= Beginning of Section =

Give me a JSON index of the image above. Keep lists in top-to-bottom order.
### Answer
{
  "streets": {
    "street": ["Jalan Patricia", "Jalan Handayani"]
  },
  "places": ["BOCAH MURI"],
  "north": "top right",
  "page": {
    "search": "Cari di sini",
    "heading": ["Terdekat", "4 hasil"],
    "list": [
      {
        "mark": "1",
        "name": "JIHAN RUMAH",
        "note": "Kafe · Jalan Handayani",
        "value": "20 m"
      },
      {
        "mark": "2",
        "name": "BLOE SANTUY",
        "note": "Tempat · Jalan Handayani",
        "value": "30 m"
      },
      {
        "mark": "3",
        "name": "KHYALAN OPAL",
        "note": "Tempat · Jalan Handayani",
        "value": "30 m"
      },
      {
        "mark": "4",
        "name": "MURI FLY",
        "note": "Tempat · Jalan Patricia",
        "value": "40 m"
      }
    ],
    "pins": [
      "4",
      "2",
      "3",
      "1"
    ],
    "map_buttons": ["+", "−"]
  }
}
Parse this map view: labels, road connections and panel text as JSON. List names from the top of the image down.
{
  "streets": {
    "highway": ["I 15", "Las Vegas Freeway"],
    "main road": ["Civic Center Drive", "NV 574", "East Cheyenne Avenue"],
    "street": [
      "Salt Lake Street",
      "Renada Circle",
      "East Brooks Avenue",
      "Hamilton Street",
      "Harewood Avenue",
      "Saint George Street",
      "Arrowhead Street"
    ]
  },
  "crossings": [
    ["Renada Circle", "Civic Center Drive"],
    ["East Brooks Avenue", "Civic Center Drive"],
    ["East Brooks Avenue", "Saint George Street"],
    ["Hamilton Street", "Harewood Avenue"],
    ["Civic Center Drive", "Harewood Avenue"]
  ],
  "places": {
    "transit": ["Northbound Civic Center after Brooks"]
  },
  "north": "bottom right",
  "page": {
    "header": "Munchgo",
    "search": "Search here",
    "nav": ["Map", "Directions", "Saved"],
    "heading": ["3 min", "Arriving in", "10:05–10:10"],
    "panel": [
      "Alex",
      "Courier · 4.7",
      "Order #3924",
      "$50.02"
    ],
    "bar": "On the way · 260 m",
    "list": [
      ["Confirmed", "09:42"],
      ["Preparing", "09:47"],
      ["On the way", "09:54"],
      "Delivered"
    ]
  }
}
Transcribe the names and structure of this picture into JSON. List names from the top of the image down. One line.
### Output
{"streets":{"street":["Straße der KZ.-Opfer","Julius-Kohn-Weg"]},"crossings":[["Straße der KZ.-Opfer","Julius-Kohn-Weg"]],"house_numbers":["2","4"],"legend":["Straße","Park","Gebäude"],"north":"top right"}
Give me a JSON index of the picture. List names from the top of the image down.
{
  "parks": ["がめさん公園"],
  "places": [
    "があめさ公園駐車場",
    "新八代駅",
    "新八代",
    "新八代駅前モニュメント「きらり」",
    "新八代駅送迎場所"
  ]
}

= End of Section =

▶ **PROBLEM TO WORK ON**
The entries above must be returned exactly.

▶ **SOLUTION FOR THIS TASK**
Give me a JSON index of the image above. Keep lists in top-to-bottom order.
### Answer
{
  "streets": {
    "street": ["Jalan Patricia", "Jalan Handayani"]
  },
  "places": ["BOCAH MURI"],
  "north": "top right",
  "page": {
    "search": "Cari di sini",
    "heading": ["Terdekat", "4 hasil"],
    "list": [
      {
        "mark": "1",
        "name": "JIHAN RUMAH",
        "note": "Kafe · Jalan Handayani",
        "value": "20 m"
      },
      {
        "mark": "2",
        "name": "BLOE SANTUY",
        "note": "Tempat · Jalan Handayani",
        "value": "30 m"
      },
      {
        "mark": "3",
        "name": "KHYALAN OPAL",
        "note": "Tempat · Jalan Handayani",
        "value": "30 m"
      },
      {
        "mark": "4",
        "name": "MURI FLY",
        "note": "Tempat · Jalan Patricia",
        "value": "40 m"
      }
    ],
    "pins": [
      "4",
      "2",
      "3",
      "1"
    ],
    "map_buttons": ["+", "−"]
  }
}
Parse this map view: labels, road connections and panel text as JSON. List names from the top of the image down.
{
  "streets": {
    "highway": ["I 15", "Las Vegas Freeway"],
    "main road": ["Civic Center Drive", "NV 574", "East Cheyenne Avenue"],
    "street": [
      "Salt Lake Street",
      "Renada Circle",
      "East Brooks Avenue",
      "Hamilton Street",
      "Harewood Avenue",
      "Saint George Street",
      "Arrowhead Street"
    ]
  },
  "crossings": [
    ["Renada Circle", "Civic Center Drive"],
    ["East Brooks Avenue", "Civic Center Drive"],
    ["East Brooks Avenue", "Saint George Street"],
    ["Hamilton Street", "Harewood Avenue"],
    ["Civic Center Drive", "Harewood Avenue"]
  ],
  "places": {
    "transit": ["Northbound Civic Center after Brooks"]
  },
  "north": "bottom right",
  "page": {
    "header": "Munchgo",
    "search": "Search here",
    "nav": ["Map", "Directions", "Saved"],
    "heading": ["3 min", "Arriving in", "10:05–10:10"],
    "panel": [
      "Alex",
      "Courier · 4.7",
      "Order #3924",
      "$50.02"
    ],
    "bar": "On the way · 260 m",
    "list": [
      ["Confirmed", "09:42"],
      ["Preparing", "09:47"],
      ["On the way", "09:54"],
      "Delivered"
    ]
  }
}
Transcribe the names and structure of this picture into JSON. List names from the top of the image down. One line.
### Output
{"streets":{"street":["Straße der KZ.-Opfer","Julius-Kohn-Weg"]},"crossings":[["Straße der KZ.-Opfer","Julius-Kohn-Weg"]],"house_numbers":["2","4"],"legend":["Straße","Park","Gebäude"],"north":"top right"}
Give me a JSON index of the picture. List names from the top of the image down.
{
  "parks": ["がめさん公園"],
  "places": [
    "があめさ公園駐車場",
    "新八代駅",
    "新八代",
    "新八代駅前モニュメント「きらり」",
    "新八代駅送迎場所"
  ]
}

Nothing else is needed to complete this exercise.